Market - - Jan 03,2017
Euronext, the owner of four of Europe’s biggest stock exchanges, has announced a 510 million euro ($532 million) deal to buy London Stock Exchange Group’s (LSE) French clearing business.
LSE along with London City Equity Limited (LCE) issued a statement saying that they have agreed on terms with Euronext’s all cash offer. Euronext owns the main Paris, Portuguese and Belgian stock exchanges and its shareholders will vote on the deal of a remarkable general meeting in the first quarter of this year.
The deal has also cleared the way for LSE’s proposal of $28 billion mergers with Deutsche Boerse.
In December, the three companies had revealed that they were in talks over the sale of French clearing subsidiary of LCH. Analysts call it an attractive deal as LCH generated net profits of 36 billion euros in 2015, with net assets of 303 million euros. In the first half of 2016, gross income hit 69 million pounds, on net assets of 301 million pounds.
The European Commission (EC) had stated its objections over the proposed LSE and Deutsche Boerse’s merger in December.Its concerns were focused on the clearing of derivatives contracts and to address competition worries raised in the market.

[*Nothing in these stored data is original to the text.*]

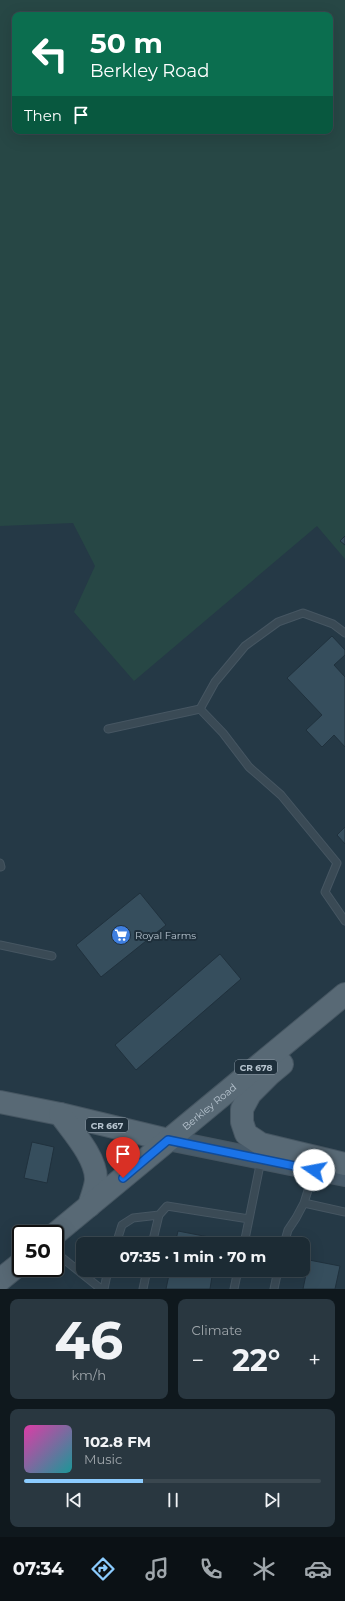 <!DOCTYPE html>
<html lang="en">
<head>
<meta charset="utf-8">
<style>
  body { margin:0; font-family:Montserrat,sans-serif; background:#293740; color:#f1f3f6; height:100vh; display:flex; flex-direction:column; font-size:15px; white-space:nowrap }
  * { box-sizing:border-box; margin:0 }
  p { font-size:13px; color:#a0a7ac }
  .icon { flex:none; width:22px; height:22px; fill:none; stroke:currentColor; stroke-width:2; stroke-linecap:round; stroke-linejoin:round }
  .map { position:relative; height:1289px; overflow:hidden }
  .details { display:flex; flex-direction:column; gap:10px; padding:10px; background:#0f181d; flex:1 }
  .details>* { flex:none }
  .top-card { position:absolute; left:12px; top:12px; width:321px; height:122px; border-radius:8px; box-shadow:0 4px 16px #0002,0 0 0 1px #3a474f; background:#0b6e4f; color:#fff; overflow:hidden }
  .speed { position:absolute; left:12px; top:1225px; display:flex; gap:8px; font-size:20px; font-weight:700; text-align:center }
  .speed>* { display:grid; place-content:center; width:52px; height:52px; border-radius:50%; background:#1c2b34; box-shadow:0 4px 16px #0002,0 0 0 1px #3a474f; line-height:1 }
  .speed .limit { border:2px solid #111; border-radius:6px; background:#fff; color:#111 }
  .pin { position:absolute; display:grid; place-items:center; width:34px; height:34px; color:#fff; margin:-41px -17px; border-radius:50% 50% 50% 0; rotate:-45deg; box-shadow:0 0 4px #0007 }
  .pin .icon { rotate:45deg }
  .me { position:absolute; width:44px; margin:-22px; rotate:282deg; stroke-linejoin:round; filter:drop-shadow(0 0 3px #0008) }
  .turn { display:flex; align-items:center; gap:14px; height:84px; padding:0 12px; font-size:18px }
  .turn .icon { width:52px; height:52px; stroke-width:2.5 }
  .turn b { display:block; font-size:28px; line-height:34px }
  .then { display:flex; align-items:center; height:38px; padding:0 12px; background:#0003; gap:8px; font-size:15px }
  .big { font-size:30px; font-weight:700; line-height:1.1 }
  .details .tile { flex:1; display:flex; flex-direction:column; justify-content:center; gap:6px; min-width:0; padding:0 14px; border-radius:8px; background:#293740 }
  .details .dial { align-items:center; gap:0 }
  .dial b { font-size:52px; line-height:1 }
  .song { display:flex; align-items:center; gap:12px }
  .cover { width:48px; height:48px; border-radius:6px; background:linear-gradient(135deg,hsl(320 70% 55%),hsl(180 70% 35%)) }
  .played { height:4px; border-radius:2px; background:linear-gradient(90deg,#8cccff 40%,#3a474f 40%) }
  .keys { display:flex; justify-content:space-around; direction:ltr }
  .heat { display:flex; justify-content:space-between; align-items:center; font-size:22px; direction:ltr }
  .details .tiles { flex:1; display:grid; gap:10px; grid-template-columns:1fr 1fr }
  .tile:last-child { grid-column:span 2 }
  .trip { position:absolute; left:76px; top:1237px; width:234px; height:40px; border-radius:8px; background:#1c2b34; box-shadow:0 4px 16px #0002,0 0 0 1px #3a474f; font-weight:700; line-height:40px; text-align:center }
  .dock { display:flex; height:64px; justify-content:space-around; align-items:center; background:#0b1115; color:#a0a7ac }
  .dock .icon { width:28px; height:28px }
  .dock .active { color:#8cccff }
  .dock b { font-size:18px; color:#f1f3f6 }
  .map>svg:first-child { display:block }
  .green { fill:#274745; fill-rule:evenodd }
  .building { fill:#364e5d; stroke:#20313d }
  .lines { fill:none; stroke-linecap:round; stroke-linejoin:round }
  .lane-casing { stroke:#465662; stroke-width:9 }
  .secondary-casing { stroke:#465662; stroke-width:22 }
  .primary-casing { stroke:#465662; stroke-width:24 }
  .lane { stroke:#3a4a55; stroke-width:7 }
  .secondary { stroke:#475a69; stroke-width:20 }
  .primary { stroke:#586975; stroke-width:22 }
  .route-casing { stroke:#114b97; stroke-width:10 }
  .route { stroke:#1a73e8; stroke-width:7 }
  .labels { text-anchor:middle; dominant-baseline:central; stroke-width:4; stroke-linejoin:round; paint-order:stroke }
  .shield { fill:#1e2f3b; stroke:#8997a3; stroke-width:1 }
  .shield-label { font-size:9px; font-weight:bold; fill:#b7c4cf }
  .poi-label { font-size:10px; fill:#b7c4cf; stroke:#1e2f3b; text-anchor:start }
  .street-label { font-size:10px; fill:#b7c4cf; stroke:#1e2f3b }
</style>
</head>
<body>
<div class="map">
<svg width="345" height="1289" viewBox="0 0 345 1289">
  <rect width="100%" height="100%" fill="#253946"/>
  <path class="green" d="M0 0H345V559L317 526 134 681 74 612 95 566 73 523 0 526ZM15 15H330V131H15Z"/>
  <path class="building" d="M345 536V545L340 541Z
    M332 636 345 650V655L334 665 345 677V747L334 735 322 747 306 730 322 715 287 678Z
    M345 827V844L337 835Z
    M140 893 166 925 101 977 76 945Z
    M220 954 241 979 136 1070 115 1045Z
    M32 1142 54 1147 47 1183 24 1178Z
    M178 1231 219 1239 218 1244H175Z
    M309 1260 340 1266 335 1289H303Z
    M170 1270H213L210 1289H166Z"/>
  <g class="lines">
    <defs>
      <path id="lane" d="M200 709 215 682 245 646 278 622 303 613 333 624 345 633
        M108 729 200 709 223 733 249 767 281 795 337 863 325 892 345 921
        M0 863 1 867
        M0 945 52 956
        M304 1203 345 1212
        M116 1244 122 1225 133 1218 159 1215
        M152 1244 159 1215 167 1206 249 1219
        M244 1244 261 1160
        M284 1244 288 1230 296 1218 304 1203 314 1171
        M55 1252 101 1289
        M104 1289 108 1270
        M143 1289 147 1270
        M234 1289 238 1270
        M274 1289 278 1270"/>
      <path id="secondary" d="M168 1140 345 1176"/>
      <g id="primary">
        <path d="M282 1064 270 1074 250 1094 242 1109V1122L246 1134 261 1144 345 1164"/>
        <path d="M0 1102 60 1114 168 1140"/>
        <path d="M60 1114C72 1131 96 1157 96 1179 96 1187 91 1198 89 1206"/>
        <path id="s1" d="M55 1234 345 994"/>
        <path d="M0 1280 21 1263"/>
      </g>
    </defs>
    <use href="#lane" class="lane-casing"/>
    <use href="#secondary" class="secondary-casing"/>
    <use href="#primary" class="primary-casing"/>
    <use href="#lane" class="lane"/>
    <use href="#secondary" class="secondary"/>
    <use href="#primary" class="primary"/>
  </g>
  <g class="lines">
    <defs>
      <path id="route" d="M123 1178 168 1140 314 1170"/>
    </defs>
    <use href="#route" class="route-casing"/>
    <use href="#route" class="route"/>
  </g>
  <defs>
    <symbol id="supermarket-disc" viewBox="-11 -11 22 22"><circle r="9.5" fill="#3f7fe0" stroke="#1e2f3b"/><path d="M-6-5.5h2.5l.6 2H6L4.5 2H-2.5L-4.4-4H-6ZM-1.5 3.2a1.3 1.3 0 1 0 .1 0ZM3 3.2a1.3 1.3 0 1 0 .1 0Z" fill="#fff"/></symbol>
  </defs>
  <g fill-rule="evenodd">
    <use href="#supermarket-disc" x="110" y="924" width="22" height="22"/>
  </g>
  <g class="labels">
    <g class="shield">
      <rect x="235" y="1060" width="42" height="14" rx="3"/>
      <rect x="86" y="1118" width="42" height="14" rx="3"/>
    </g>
    <g class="shield-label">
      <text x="256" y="1067">CR 678</text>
      <text x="107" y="1125">CR 667</text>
    </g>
    <g class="poi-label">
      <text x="135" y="935">Royal Farms</text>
    </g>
    <g class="street-label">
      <text stroke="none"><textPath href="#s1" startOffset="200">Berkley Road</textPath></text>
    </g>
  </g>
</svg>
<div class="speed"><div class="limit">50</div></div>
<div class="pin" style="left:123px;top:1178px;background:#d93025"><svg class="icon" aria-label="arrive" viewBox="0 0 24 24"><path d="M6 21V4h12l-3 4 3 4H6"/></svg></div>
<svg class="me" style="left:314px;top:1170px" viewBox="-20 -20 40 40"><circle r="19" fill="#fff"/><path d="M0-13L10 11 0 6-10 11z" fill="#1a73e8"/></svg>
<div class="trip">07:35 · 1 min · 70 m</div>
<div class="top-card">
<div class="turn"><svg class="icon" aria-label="left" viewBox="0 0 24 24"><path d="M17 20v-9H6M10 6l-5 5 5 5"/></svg><div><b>50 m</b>Berkley Road</div></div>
<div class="then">Then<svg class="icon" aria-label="arrive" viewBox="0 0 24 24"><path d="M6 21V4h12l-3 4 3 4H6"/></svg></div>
</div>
</div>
<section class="details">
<div class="tiles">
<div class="tile dial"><b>46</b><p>km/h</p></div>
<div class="tile"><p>Climate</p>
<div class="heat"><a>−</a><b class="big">22°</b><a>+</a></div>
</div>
<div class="tile">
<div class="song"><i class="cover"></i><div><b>102.8 FM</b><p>Music</p></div></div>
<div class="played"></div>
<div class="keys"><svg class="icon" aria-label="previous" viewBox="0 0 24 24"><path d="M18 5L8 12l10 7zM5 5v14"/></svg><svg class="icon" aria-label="pause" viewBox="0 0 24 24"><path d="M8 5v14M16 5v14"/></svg><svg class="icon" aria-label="next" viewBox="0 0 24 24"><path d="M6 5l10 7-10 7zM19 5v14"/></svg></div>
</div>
</div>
</section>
<nav class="dock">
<b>07:34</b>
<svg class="icon active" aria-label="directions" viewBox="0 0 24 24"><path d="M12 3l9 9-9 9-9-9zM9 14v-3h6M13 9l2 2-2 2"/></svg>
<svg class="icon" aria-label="music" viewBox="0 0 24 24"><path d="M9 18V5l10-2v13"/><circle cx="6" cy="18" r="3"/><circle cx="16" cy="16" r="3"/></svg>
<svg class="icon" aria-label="phone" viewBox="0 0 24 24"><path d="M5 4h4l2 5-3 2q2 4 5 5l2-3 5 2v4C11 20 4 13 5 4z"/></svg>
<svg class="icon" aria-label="climate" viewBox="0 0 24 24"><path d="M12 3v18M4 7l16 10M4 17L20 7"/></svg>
<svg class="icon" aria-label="car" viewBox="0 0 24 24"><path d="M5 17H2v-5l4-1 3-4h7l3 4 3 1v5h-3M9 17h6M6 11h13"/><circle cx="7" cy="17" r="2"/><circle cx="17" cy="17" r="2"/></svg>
</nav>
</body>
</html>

Clearing is becoming a much more attractive business among major market investors as global reforms introduced after the 2007-09 financial crisis mean banks must clear the bulk of their derivatives trades to make them safer and more transparent. US companies including NASDAQ and CME Group were also rumored of keeping an eye on the deal.
Buying Clearnet would mean Euronext would not have to rely on its competitor's clearing services. Euronext said it expects the deal to add substantially to its earnings. The French firm had fixed the deal to buy synergies at 13 million euros before taxes.